Dataset entries:
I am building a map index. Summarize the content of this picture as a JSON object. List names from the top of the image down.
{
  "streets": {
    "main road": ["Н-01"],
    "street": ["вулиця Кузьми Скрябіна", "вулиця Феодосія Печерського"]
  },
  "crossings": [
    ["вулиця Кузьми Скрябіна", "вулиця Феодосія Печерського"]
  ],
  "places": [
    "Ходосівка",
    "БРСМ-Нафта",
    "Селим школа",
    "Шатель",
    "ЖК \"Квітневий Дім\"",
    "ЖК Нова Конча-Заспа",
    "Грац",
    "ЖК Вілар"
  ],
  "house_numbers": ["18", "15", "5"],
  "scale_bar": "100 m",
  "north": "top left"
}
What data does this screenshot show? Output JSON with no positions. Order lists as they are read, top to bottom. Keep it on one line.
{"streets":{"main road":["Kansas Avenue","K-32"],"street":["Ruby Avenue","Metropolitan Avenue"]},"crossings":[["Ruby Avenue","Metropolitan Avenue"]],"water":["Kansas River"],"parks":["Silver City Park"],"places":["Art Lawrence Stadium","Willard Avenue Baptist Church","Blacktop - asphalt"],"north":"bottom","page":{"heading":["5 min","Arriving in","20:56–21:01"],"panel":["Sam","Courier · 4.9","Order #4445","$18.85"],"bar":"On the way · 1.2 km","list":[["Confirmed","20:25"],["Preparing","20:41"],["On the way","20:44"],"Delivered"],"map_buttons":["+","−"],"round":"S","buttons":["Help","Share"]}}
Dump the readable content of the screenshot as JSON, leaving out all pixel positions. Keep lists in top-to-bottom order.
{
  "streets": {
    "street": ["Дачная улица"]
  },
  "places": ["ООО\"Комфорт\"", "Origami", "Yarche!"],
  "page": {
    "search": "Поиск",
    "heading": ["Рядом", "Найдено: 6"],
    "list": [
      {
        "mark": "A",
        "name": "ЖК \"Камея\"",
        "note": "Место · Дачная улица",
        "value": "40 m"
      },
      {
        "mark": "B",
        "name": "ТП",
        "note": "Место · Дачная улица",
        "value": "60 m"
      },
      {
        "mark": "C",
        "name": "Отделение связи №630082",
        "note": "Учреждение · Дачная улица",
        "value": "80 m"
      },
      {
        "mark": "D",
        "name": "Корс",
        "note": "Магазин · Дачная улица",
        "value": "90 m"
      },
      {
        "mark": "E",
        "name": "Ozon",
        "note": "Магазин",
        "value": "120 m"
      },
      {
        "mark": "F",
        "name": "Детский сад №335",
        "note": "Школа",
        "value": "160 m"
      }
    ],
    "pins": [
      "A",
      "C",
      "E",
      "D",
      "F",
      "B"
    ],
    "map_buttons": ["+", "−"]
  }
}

- Exercise objective
Copy the lines above exactly, leaving every word as it is.

- Reply to the task
I am building a map index. Summarize the content of this picture as a JSON object. List names from the top of the image down.
{
  "streets": {
    "main road": ["Н-01"],
    "street": ["вулиця Кузьми Скрябіна", "вулиця Феодосія Печерського"]
  },
  "crossings": [
    ["вулиця Кузьми Скрябіна", "вулиця Феодосія Печерського"]
  ],
  "places": [
    "Ходосівка",
    "БРСМ-Нафта",
    "Селим школа",
    "Шатель",
    "ЖК \"Квітневий Дім\"",
    "ЖК Нова Конча-Заспа",
    "Грац",
    "ЖК Вілар"
  ],
  "house_numbers": ["18", "15", "5"],
  "scale_bar": "100 m",
  "north": "top left"
}
What data does this screenshot show? Output JSON with no positions. Order lists as they are read, top to bottom. Keep it on one line.
{"streets":{"main road":["Kansas Avenue","K-32"],"street":["Ruby Avenue","Metropolitan Avenue"]},"crossings":[["Ruby Avenue","Metropolitan Avenue"]],"water":["Kansas River"],"parks":["Silver City Park"],"places":["Art Lawrence Stadium","Willard Avenue Baptist Church","Blacktop - asphalt"],"north":"bottom","page":{"heading":["5 min","Arriving in","20:56–21:01"],"panel":["Sam","Courier · 4.9","Order #4445","$18.85"],"bar":"On the way · 1.2 km","list":[["Confirmed","20:25"],["Preparing","20:41"],["On the way","20:44"],"Delivered"],"map_buttons":["+","−"],"round":"S","buttons":["Help","Share"]}}
Dump the readable content of the screenshot as JSON, leaving out all pixel positions. Keep lists in top-to-bottom order.
{
  "streets": {
    "street": ["Дачная улица"]
  },
  "places": ["ООО\"Комфорт\"", "Origami", "Yarche!"],
  "page": {
    "search": "Поиск",
    "heading": ["Рядом", "Найдено: 6"],
    "list": [
      {
        "mark": "A",
        "name": "ЖК \"Камея\"",
        "note": "Место · Дачная улица",
        "value": "40 m"
      },
      {
        "mark": "B",
        "name": "ТП",
        "note": "Место · Дачная улица",
        "value": "60 m"
      },
      {
        "mark": "C",
        "name": "Отделение связи №630082",
        "note": "Учреждение · Дачная улица",
        "value": "80 m"
      },
      {
        "mark": "D",
        "name": "Корс",
        "note": "Магазин · Дачная улица",
        "value": "90 m"
      },
      {
        "mark": "E",
        "name": "Ozon",
        "note": "Магазин",
        "value": "120 m"
      },
      {
        "mark": "F",
        "name": "Детский сад №335",
        "note": "Школа",
        "value": "160 m"
      }
    ],
    "pins": [
      "A",
      "C",
      "E",
      "D",
      "F",
      "B"
    ],
    "map_buttons": ["+", "−"]
  }
}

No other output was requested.